Not just BMW riders, but people in general depend/believe too much sales hype, the type of hype that promises you the world.

And talk about being soaked. We at defence were given a charger to try out. Prior to even running it, we opened it up to see what was inside; two modules (12 and 24V) made by a third party company that was available to anyone for other purposes. Then there was a "pulsing circuit" that was supposed to eliminate the sulphation. If you looked at the output of that circuit, all you could do was :rolleyes. As for what it was supposed to do as a charger, a big thumbs down for well over $1500.

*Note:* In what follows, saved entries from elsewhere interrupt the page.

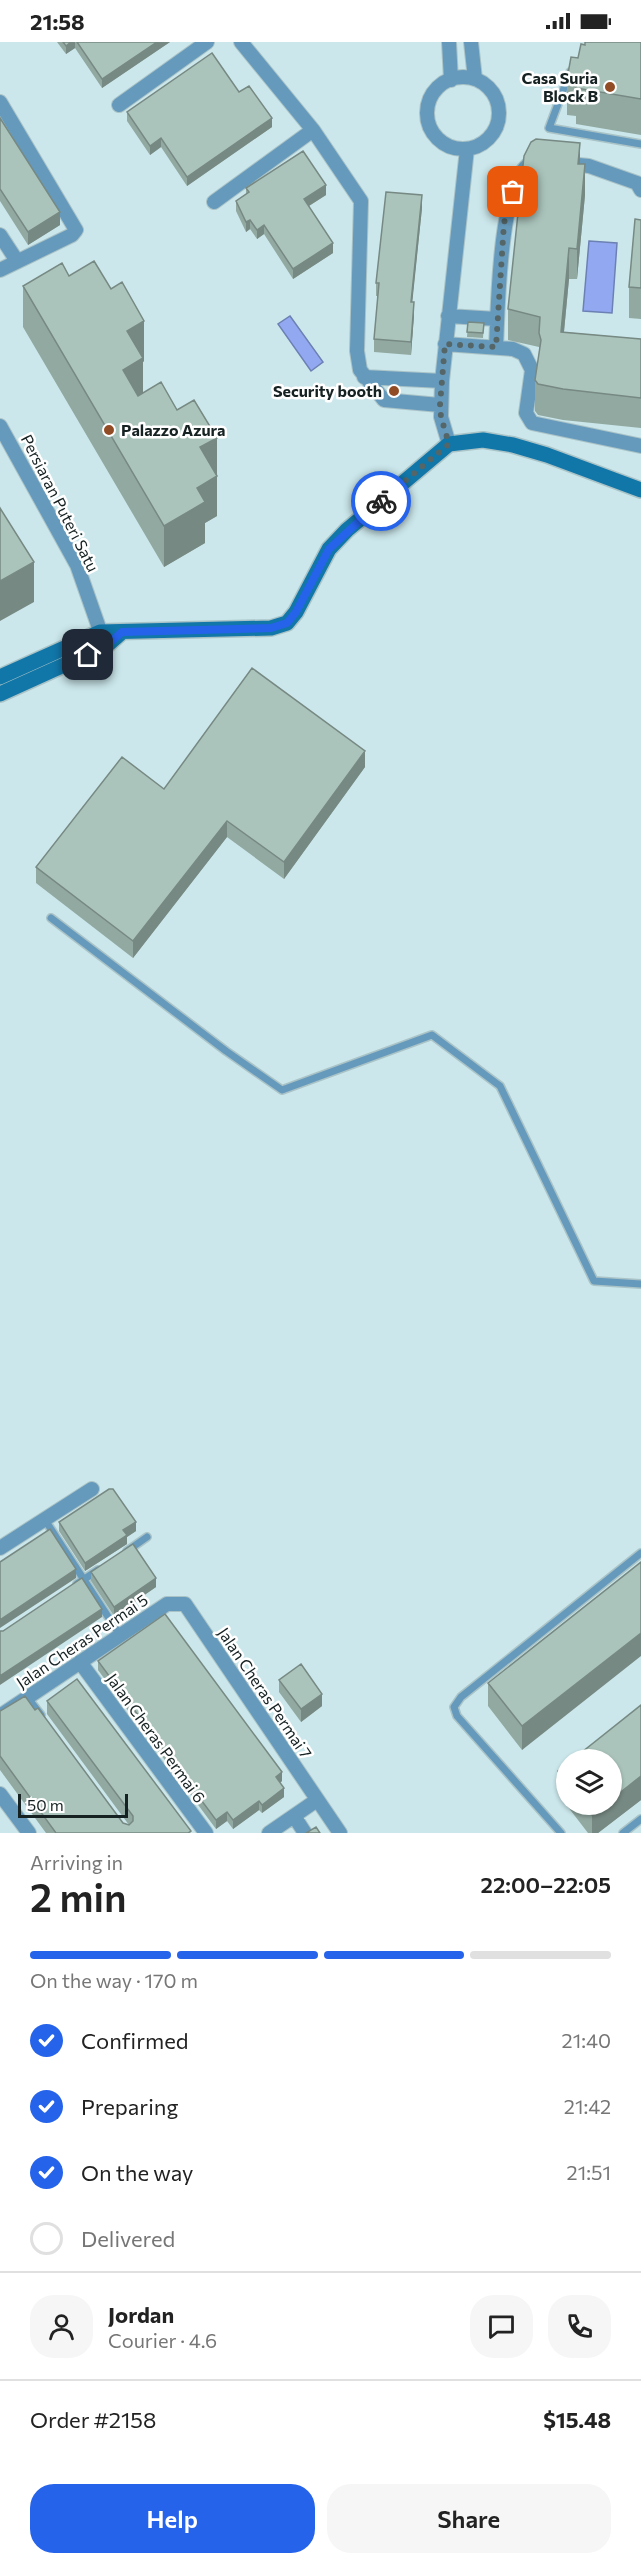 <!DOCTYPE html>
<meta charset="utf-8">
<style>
:root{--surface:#fff;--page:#f6f6f6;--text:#222;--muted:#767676;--line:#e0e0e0;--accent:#2563eb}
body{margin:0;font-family:Commissioner,sans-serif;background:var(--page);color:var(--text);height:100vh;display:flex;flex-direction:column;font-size:22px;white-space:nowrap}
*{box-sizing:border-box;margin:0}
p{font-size:20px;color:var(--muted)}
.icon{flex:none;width:33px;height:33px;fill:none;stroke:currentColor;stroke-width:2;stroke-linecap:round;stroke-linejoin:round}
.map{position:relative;height:1791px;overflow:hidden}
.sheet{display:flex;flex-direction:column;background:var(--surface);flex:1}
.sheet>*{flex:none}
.fabs{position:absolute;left:556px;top:1707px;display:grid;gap:12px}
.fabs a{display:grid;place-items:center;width:66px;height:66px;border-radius:50%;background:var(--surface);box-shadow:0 2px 4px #0004;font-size:30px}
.scale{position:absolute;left:18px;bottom:15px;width:110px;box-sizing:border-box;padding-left:6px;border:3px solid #162122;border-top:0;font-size:16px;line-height:21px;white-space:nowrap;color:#162122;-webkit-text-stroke:4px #fff;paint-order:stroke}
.pin{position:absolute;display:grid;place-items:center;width:51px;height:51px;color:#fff;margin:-26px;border-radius:12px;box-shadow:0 3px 9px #0006}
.courier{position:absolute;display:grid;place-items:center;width:60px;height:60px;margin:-30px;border:4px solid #2563eb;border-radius:50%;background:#fff;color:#222;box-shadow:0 2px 8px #0007}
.summary em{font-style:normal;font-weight:600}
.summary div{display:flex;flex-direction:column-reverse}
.summary{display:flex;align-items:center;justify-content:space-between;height:102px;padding:0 30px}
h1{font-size:39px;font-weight:600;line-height:45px}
.bar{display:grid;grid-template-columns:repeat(4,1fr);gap:9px 6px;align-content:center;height:72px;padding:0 30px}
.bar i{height:8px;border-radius:4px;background:var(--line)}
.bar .on{background:var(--accent)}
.bar p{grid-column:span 4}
.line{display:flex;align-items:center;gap:15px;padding:0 30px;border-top:2px solid var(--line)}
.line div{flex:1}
.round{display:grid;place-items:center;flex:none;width:63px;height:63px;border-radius:24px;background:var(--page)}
ol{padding:0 30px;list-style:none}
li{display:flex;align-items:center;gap:18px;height:66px}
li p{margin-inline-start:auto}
li .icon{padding:6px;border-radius:50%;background:var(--accent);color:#fff;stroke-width:4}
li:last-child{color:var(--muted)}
li i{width:33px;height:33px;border:3px solid var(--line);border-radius:50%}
.cta{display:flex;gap:12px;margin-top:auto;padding:12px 30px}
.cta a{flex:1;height:69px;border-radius:24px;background:var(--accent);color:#fff;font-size:24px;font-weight:600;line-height:69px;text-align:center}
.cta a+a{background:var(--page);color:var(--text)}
.status{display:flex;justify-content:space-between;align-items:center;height:42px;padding:0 30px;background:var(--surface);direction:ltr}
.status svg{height:16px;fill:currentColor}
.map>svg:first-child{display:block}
.water{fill:#92a9f2;stroke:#6d80b4;stroke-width:1.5}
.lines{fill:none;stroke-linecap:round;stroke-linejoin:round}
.lane-casing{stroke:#aac3c7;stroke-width:10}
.street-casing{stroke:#aac3c7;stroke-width:16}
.secondary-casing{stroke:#aac3c7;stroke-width:18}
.lane{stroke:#669abc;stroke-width:7}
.street{stroke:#669abc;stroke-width:14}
.secondary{stroke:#1176a8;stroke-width:15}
.wall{fill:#92a9a1}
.shaded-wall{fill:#778983}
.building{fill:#aac4bb;stroke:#778983;stroke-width:1.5}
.done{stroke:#556668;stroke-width:6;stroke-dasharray:0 10.8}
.route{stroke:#2563eb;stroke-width:8}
.poi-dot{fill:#924c25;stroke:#fff;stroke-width:2}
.labels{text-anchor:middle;stroke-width:5;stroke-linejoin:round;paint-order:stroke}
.poi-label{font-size:16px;font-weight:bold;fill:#162122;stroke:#fff;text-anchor:end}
.street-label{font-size:16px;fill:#162122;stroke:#fff}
</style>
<div class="status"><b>21:58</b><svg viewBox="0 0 49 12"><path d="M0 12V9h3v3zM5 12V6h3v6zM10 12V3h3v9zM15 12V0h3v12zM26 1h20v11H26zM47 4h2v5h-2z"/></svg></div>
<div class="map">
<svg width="641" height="1791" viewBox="0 0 641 1791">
<rect width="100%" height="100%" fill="#cbe7eb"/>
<!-- water -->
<path class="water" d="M589,199L617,201L612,271L583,269Z
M290,274L323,320L311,329L278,282Z"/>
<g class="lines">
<defs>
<path id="lane" d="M570,30L549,86L641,102
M51,876L226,1009L282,1048L432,993L500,1044L594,1239L641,1242
M45,1478L120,1593
M127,1509L147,1495
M77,1542L98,1528
M27,1655L41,1673
M561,1791L457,1674L454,1665L461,1655L641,1511
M623,1791L641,1777"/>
<path id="street" d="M241,0L313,88L361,159L357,309L360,328L384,358L440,363
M449,0L451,38
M471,0L475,37
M427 71a36 36 0 1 1 72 0a36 36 0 1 1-72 0Z
M0,60L76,188L72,193L0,228
M119,63L207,0
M568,122L589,124L637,141L641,148
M214,160L313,88
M0,193L17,219
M448,274L497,277
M445,302L513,307L524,312L532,328L526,371L532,381L641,404
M496,305C498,272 498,123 537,119
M364,335L442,339
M0,384L77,523L104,600
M449,402L441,375L442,339L467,107
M0,1506L92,1447
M80,1620L206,1791
M0,1674L167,1562H185L340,1791
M0,1752L29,1791
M294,1774L305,1791
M269,1791L317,1758"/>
<path id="secondary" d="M0,635L100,590L271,586L287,581L296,570L329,507L347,488L449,402L483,398L513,403L547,413L641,448
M0,652L106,604L122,590"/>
</defs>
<!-- lane casing -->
<use href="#lane" class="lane-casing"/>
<!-- street casing -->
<use href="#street" class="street-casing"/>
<!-- secondary casing -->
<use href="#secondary" class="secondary-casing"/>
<!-- lane -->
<use href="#lane" class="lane"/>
<!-- street -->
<use href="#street" class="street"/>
<!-- secondary -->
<use href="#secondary" class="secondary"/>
</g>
<!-- wall -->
<path class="wall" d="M57,0H170L102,46L75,6L66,12Z
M641,0V93L576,82V74L567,73V37L585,3Z
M239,50L272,85L187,144L161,105L150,113L127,79V70Z
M0,76L60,183L28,203L0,159Z
M580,122L585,153L577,237H569L564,290L641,297V386L563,378L538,373L535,369V338L539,313V305L508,298V267Z
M246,146L326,153L309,164L333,211L293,237L264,192L257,197L250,187L246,190L236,169V159L246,152Z
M422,166L412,260L414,273L411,313L374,310V297L378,254H376V241Z
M641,178V277L629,276V245Z
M69,234L144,319L143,320V351L177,368L217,396V474L205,481V501L164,525L23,285V244Z
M468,280L484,281L483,296L467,295Z
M365,725L284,837L227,795L133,916L36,841V825L164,747Z
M59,1480L136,1489L127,1495V1502L85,1529L59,1489Z
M641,1520L522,1708L488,1664V1641Z
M91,1530L156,1545L114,1574L91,1539Z
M98,1619L282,1739L280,1741L284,1755L262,1771L259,1768L233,1787L227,1779L216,1787L98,1628Z
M279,1638L322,1664L301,1680L279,1650Z
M47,1659L191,1791H46L0,1728V1669L35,1668L123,1781L129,1783L47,1672Z
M567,1721V1762H612L641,1758L598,1791H588L558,1752V1729Z"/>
<!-- shaded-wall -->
<path class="shaded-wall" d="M71,0H75V6L66,12V4Z
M157,0H170L102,46V37Z
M272,76V85L187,144V135Z
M161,96V105L150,113V104Z
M580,101V132L578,122Z
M585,122V153L577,237V207Z
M326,143V153L304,167V157Z
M422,153V166L411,273V260Z
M60,170V183L28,203V190Z
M250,178V187L246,190V180Z
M264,183V192L257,197V188Z
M333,201V211L293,237V227Z
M569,206V237L561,320V290Z
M414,260V273L411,313V300Z
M144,279V319L143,320V357L123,369V328L127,289Z
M217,396V474L205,481V501L164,525V484L197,446L200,405Z
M34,520V560L0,579V539Z
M365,709V725L284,837V820Z
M227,779V795L133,916V899Z
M136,1480V1489L127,1495V1502L85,1529V1521L123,1488Z
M76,1527V1536L0,1586V1578Z
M156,1536V1545L114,1574V1565Z
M102,1567V1575L0,1643V1634Z
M641,1591V1614L522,1708V1684Z
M322,1652V1664L301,1680V1667Z
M282,1730V1739L276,1744V1735Z
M641,1734V1758L598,1791H592V1773L605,1762H612V1757Z
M284,1746V1755L262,1771V1763Z
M259,1759V1768L233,1787V1778Z
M227,1770V1779L216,1787V1778Z"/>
<!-- building -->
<path class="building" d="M63,0H71L66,4Z
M77,0H157L102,37Z
M585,0H641V57L576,46L577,38L567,37L571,15L578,16L581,2L585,3Z
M212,11L239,50L249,44L272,76L187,135L161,96L150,104L127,70Z
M0,76L60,170L28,190L0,147Z
M536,97L580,101L578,122H585L577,207L569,206L561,290L641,297V356L563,347L538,342L535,338L541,298L539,291L540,275L508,267L524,114L531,100Z
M303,109L326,143L304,157L333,201L293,227L264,183L257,188L250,178L246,180L236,159L249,150L246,146Z
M386,150L422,153L411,260H414L411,300L374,297L379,241H376Z
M635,177L641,178V246L629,245Z
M94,219L111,247L122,240L144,279L127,289L143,316L123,328L138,354L161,340L177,368L194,358L217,396L200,405L217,434L197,446L205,460L164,484L23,244L62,221L69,234Z
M468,280L484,281L483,291L467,290Z
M0,466L34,520L0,539Z
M252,626L365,709L284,820L227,779L133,899L36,825L122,715L164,747Z
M109,1447H113L136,1480L123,1488L127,1493L85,1521L59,1480Z
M50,1487L76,1527L0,1578V1520Z
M133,1502L156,1536L114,1565L91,1530Z
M641,1520V1591L522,1684L488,1641Z
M82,1536L102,1567L0,1634V1589H3Z
M165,1572L282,1730L276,1735L284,1746L262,1763L259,1759L233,1778L227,1770L216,1778L98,1619Z
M301,1622L322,1652L301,1667L279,1638Z
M77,1637L191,1789L188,1791H56L0,1714V1669L25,1654L35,1668L38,1666L123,1781L129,1783L133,1779V1774L47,1659Z
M641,1663V1734L612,1757V1718H572Z
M567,1721V1740L558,1729Z
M584,1762H605L592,1773Z
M316,1785L320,1791H306Z"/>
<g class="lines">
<!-- done -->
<path class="done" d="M381,459L449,402L441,375L440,363L445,302L496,305L504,181L513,150"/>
<!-- route -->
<path class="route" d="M88,613L106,604L122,590L271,586L287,581L296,570L329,507L381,459"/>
</g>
<!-- markers -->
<g class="poi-dot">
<circle cx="610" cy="45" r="6"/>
<circle cx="394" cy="349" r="6"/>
<circle cx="109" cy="388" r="6"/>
</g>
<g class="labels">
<!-- poi labels -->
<g class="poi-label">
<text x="598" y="42">Casa Suria<tspan x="598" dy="18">Block B</tspan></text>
<text x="382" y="355">Security booth</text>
<text x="121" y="394" text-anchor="start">Palazzo Azura</text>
</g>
<!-- street labels -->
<g class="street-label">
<text transform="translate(60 461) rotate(63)" y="6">Persiaran Puteri Satu</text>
<text transform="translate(82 1599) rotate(-34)" y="6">Jalan Cheras Permai 5</text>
<text transform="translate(265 1651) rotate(56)" y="6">Jalan Cheras Permai 7</text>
<text transform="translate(156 1696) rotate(54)" y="6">Jalan Cheras Permai 6</text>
</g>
</g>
</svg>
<div class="fabs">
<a><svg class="icon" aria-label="layers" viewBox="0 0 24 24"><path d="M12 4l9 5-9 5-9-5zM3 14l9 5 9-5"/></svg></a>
</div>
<div class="scale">50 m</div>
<div class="pin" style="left:513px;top:150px;background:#ea580c"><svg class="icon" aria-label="bag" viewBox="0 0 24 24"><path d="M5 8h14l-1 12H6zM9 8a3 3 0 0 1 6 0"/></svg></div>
<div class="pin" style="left:88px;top:613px;background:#1f2937"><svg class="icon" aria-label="home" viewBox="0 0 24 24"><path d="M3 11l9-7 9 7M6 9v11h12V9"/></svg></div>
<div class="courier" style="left:381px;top:459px"><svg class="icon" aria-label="bike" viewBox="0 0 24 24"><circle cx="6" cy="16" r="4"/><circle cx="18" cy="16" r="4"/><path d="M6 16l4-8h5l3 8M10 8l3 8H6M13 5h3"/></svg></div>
</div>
<section class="sheet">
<div class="summary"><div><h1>2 min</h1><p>Arriving in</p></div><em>22:00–22:05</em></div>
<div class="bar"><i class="on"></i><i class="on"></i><i class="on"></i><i></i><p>On the way · 170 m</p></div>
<ol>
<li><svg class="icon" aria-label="check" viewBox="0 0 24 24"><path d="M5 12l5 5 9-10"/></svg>Confirmed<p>21:40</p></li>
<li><svg class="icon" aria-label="check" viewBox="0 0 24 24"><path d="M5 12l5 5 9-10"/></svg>Preparing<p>21:42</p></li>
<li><svg class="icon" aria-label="check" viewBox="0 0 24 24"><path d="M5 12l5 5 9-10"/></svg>On the way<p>21:51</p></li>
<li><i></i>Delivered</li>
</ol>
<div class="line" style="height:108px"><a class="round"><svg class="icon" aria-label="person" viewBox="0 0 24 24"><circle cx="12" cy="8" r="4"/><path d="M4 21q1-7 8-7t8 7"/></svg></a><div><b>Jordan</b><p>Courier · 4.6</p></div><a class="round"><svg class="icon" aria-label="chat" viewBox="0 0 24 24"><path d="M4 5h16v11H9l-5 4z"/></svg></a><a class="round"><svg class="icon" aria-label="phone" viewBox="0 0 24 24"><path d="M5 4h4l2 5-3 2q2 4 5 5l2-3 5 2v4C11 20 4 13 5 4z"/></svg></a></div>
<div class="line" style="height:78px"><div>Order #2158</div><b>$15.48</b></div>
<div class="cta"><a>Help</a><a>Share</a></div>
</section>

Not bad for an ultra expensive "paperweight" that did no more than a $100 charger.

"Mr. Deltran" didn't offer to submit any new chargers for review. I recently obtained two Battery Tender "junior" chargers from a BMW dealer, and am in the process of trying them out. So far, I am unimpressed.

Trying them out or testing them?

Any battery charger will charge a battery...some/most of them even shorten their live.
 
What type of battery are the odysseys?

They are an AGM.

What type of charger would you recommend?

What puzzles me on their site is the "minimum" charger current. In the case of the PC680...6 amps. Do they specify that because they want to charge the battery quickly due to the impatience of owners? Then they also state that smaller chargers can be used to top up or maintain their batteries subject to drain currents while parked.

I can tell you the charging system on any BMW motorcycle isn't nearly as up to their charging recommendations as some chargers.

For example, my GS Adventure sits at 14.2V max at cruise RPM. That is far short of the 14.7V Odyssey recommends.

Thats quite a long list of "approved chargers" on the Odyssey site. And they will all charge batteries, some better than others. I personally use the CTEK 3300 because along with 2 current modes, it also has 2 voltage modes, 14.4V and 14.7V. The ripple is low at 50 mV as well.